Economists cautious on 2016 outlook for Southeast Asia
The global economic malaise continues to cast a long shadow over Southeast Asian economies even though Indonesia, in particular, did reasonably well last year.
The latest data reflects the toll on the region’s countries by the entrenched equity rout and commodity price slump.
Economists are taking a cautious view of the Year of the Monkey in the wake of official figures from Indonesia, Malaysia and Thailand.
Growth figures for 2015 in Indonesia, Southeast Asia’s biggest economy, released Friday, actually surpassed analysts’ estimates. But the same analysts are far more conservative over the outlook for 2016.
Indonesia’s economy grew 5.04 percent in the fourth quarter from a year earlier, according to government data, while the economy grew 4.79 per cent for all of 2015.
The data suggests that President Joko Widodo’s efforts to unclog much-needed infrastructure investment are finally showing results.
“Some of the strength in investment in the fourth quarter probably reflects last-ditch efforts by the government to try to attain disbursement targets,” HSBC economist Su Sian Lim said in a note.
But she added that until an infrastructure plan is effectively implemented, growth for 2016 will likely remain below 5 percent.
That is below the target of 5.3 percent set by Indonesia’s Finance Ministry on the back of higher government spending and looser monetary policy at Bank Indonesia.
Other economists also had similar views, given the global gloom.
“Our expectation is for growth to clock 5.1 percent” for the Year of the Monkey because of global factors, OCBC economist Wellian Wiranto wrote in a note, while UOB economist Ho Woei Chen forecast 5 percent growth.
Numbers emerging from Malaysia, the region’s third-largest economy, were far from upbeat too. Although the country has yet to release its growth figures, trade data showed far slower expansion in December on continued weak global demand for its commodities, most notably oil. China’s slowdown also took a heavy toll, given that it is Malaysia’s biggest trade partner.
December export growth eased to 1.4 per cent from a year earlier and down from 6.3 percent in November. The full-year figure stood at 1.9 percent. Imports in December grew 3.2 percent, down from 9.1 percent in November. Total trade grew 2.2 percent from a year earlier to RM128.61 billion (S$43.5 billion).
Bank Negara has said growth will moderate this year and is confident domestic demand will continue to drive growth, buffering some of the impact from low commodity prices.
But economists expect more policy support to counter weak exports. “We still expect Bank Negara Malaysia to keep the policy rate unchanged this year, although we acknowledge the risk of further cuts to the statutory requirement ratio,” Nomura said in a note.
Meanwhile, weak global demand also compelled Thailand to keep its key interest rate unchanged at 1.5 percent for a sixth straight meeting last Wednesday as the government ramped up spending.
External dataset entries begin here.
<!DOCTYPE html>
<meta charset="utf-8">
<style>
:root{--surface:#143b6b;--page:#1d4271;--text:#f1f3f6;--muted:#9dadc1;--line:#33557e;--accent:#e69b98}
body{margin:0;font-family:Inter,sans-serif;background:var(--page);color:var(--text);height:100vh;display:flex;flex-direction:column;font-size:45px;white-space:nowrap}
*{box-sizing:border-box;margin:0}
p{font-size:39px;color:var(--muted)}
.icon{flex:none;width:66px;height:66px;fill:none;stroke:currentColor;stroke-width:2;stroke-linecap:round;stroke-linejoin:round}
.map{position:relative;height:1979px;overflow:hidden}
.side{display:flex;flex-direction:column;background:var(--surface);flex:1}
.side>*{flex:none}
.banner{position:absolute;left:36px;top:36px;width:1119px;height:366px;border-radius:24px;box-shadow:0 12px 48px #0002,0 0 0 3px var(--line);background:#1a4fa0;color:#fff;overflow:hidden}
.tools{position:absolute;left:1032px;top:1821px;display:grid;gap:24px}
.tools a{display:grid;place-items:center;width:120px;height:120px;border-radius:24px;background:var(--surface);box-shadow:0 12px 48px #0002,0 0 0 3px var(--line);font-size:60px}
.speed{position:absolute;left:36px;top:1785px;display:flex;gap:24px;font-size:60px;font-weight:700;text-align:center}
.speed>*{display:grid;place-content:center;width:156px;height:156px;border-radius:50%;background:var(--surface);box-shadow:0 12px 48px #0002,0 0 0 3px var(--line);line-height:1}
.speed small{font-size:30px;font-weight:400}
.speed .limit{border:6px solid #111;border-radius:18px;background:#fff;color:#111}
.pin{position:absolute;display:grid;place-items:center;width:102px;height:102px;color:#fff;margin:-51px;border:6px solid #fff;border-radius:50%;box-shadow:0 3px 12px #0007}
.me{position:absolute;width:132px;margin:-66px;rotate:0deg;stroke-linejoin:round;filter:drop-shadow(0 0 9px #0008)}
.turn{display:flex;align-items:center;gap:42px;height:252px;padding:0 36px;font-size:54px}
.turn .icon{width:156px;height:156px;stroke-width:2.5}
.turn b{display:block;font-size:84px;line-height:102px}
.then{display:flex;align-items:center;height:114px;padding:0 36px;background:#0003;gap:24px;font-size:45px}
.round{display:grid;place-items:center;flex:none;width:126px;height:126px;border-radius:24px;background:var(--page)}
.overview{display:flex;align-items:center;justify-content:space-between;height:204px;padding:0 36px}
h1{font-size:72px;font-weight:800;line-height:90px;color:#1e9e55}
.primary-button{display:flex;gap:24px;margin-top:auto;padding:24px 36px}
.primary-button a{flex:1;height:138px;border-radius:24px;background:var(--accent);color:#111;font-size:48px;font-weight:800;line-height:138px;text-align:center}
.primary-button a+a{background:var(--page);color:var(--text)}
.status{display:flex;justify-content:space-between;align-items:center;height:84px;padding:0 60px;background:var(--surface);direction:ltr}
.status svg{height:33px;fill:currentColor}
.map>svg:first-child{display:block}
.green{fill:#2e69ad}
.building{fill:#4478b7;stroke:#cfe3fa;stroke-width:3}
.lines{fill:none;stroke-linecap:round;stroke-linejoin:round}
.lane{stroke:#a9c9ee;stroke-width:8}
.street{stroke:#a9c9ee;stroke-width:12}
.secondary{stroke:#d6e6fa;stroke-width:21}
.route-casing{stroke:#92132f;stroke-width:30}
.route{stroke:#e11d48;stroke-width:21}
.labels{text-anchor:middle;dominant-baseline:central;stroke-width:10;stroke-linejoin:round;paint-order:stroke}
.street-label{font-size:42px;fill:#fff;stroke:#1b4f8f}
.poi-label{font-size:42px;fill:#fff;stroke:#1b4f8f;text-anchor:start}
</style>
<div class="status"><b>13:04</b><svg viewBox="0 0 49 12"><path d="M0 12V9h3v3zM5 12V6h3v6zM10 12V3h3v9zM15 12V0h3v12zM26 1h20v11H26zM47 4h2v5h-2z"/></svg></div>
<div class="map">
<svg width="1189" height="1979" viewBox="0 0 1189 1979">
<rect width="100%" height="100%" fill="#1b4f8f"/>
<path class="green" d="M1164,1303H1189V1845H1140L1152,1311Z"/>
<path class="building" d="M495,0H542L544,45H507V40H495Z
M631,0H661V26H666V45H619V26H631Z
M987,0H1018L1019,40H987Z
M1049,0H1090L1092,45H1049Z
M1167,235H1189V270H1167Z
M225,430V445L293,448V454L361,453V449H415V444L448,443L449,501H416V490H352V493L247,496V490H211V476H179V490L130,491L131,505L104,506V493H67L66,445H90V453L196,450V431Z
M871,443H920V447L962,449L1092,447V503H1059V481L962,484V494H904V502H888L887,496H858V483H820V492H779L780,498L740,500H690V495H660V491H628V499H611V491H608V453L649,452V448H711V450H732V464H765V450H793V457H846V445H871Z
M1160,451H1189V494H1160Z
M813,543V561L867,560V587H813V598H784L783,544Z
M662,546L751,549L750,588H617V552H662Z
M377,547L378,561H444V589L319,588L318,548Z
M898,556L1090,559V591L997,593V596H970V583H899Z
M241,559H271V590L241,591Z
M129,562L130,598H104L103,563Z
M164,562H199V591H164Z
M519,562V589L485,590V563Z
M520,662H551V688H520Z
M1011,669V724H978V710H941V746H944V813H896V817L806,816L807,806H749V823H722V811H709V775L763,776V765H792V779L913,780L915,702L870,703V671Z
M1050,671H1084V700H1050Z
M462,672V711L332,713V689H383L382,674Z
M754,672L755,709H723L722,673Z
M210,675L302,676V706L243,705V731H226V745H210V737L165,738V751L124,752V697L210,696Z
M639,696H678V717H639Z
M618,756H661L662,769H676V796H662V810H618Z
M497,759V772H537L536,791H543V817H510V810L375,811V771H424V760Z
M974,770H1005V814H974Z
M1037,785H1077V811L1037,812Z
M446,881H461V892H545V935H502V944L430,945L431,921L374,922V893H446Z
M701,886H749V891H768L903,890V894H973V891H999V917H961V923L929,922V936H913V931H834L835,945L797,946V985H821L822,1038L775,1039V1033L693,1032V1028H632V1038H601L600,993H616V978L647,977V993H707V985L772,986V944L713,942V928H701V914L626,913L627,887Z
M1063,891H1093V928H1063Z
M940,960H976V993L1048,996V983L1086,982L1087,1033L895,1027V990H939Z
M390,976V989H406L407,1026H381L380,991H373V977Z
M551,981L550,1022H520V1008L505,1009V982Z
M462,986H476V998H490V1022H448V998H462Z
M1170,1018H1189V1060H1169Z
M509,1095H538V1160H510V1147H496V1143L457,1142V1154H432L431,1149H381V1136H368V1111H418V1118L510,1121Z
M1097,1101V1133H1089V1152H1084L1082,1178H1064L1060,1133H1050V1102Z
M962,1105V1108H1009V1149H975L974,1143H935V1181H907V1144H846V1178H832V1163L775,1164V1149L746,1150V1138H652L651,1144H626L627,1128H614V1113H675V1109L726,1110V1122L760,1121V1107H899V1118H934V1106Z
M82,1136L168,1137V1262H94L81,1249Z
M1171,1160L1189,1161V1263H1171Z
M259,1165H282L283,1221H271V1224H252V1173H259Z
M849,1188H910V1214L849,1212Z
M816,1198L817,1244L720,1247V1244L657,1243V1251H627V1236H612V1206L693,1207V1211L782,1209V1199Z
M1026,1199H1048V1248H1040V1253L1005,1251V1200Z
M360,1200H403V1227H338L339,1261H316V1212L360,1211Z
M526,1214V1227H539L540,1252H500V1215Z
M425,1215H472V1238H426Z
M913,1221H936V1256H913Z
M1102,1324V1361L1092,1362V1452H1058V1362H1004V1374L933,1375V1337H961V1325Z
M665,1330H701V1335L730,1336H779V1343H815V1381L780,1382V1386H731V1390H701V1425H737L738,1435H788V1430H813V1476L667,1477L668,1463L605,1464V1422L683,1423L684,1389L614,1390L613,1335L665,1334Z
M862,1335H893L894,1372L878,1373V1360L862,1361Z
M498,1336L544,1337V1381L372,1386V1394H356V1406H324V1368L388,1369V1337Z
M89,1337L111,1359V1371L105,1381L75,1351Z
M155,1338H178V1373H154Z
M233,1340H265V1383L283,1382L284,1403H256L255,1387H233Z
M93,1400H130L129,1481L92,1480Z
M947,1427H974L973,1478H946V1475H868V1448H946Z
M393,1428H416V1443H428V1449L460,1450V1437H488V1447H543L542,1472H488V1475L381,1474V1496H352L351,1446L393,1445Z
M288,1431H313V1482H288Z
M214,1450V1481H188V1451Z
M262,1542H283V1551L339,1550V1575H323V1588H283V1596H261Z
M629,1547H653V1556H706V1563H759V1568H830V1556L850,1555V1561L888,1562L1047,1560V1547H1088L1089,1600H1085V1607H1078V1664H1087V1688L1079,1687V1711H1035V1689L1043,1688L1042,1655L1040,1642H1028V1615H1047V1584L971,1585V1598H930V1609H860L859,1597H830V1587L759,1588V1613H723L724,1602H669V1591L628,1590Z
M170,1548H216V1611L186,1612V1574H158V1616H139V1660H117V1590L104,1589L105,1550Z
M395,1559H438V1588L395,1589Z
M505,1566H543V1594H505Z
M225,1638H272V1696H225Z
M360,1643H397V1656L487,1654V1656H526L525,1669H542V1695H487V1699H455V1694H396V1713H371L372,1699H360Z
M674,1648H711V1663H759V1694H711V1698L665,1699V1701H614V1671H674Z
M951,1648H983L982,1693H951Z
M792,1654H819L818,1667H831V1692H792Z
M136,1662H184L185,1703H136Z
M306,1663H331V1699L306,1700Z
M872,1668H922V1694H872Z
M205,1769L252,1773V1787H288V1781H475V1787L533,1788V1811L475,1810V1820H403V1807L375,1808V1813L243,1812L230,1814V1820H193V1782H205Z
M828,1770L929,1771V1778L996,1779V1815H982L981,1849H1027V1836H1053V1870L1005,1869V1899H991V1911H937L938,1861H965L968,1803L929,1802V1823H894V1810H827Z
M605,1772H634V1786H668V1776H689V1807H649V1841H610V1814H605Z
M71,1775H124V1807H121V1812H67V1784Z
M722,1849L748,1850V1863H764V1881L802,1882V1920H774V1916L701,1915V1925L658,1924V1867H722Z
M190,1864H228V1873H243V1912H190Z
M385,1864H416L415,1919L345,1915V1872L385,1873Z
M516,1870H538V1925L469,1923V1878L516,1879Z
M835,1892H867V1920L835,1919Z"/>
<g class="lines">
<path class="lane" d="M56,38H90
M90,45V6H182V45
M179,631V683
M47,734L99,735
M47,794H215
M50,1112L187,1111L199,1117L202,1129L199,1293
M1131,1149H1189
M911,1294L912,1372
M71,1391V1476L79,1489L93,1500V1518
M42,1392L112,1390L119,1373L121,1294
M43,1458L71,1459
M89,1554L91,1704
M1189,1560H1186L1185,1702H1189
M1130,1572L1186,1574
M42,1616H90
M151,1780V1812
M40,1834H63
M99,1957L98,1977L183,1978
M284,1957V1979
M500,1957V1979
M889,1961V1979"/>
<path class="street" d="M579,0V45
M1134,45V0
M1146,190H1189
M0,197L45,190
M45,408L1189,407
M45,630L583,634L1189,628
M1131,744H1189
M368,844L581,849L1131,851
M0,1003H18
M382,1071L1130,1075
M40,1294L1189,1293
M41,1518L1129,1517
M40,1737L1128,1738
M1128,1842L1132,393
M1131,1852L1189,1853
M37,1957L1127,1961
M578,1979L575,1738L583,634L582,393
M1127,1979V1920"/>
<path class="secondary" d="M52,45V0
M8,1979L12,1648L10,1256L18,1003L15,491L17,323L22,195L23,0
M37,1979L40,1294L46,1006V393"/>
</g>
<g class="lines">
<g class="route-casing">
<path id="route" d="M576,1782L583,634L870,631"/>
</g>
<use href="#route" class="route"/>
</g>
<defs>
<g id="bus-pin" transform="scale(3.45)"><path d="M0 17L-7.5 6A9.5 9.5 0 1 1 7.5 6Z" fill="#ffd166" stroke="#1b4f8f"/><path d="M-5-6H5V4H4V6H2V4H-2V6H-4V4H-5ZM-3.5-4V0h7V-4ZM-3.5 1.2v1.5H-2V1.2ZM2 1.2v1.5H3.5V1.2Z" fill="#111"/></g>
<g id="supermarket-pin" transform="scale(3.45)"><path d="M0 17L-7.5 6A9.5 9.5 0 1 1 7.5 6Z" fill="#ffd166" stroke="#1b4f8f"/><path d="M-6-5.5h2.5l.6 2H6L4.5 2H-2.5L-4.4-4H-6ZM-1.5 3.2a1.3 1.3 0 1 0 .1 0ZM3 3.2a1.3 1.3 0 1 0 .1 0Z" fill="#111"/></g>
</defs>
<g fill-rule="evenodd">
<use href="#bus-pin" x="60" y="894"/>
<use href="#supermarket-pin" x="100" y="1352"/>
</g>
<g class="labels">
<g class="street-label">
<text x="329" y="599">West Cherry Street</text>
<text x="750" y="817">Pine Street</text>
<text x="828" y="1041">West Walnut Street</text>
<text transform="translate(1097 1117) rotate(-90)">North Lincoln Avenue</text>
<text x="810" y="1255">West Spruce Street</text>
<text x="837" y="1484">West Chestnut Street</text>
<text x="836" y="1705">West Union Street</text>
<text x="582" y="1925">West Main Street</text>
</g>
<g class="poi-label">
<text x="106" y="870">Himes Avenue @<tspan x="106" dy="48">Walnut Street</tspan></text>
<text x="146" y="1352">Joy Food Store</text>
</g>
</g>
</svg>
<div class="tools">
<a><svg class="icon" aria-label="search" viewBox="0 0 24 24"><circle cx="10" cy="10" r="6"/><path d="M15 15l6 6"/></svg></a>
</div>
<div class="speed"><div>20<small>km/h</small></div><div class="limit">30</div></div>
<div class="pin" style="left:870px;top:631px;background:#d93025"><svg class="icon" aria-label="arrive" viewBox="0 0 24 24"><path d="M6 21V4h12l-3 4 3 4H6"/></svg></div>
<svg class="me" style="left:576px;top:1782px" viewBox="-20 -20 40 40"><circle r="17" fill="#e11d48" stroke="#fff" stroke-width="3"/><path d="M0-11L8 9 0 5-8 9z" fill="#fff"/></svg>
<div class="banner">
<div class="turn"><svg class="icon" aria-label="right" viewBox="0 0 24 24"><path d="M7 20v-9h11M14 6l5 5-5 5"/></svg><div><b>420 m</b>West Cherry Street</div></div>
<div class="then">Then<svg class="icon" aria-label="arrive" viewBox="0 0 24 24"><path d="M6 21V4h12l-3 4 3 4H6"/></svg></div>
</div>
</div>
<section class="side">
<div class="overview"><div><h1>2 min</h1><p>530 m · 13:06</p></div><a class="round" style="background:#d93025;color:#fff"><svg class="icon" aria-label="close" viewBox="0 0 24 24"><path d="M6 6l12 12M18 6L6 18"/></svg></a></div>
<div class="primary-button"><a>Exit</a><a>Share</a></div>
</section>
Official figures are yet to be released, but the Bank of Thailand said in a statement the economy gradually recovered, given heavy public expenditure, improving tourist arrivals and private consumption.
In the Philippines, which also has not released growth figures, the central bank said Friday it will closely watch global growth and volatility in financial and commodity markets to see if a change in monetary policy is needed. The central bank will meet for the first time this year on Feb. 11 to review policy.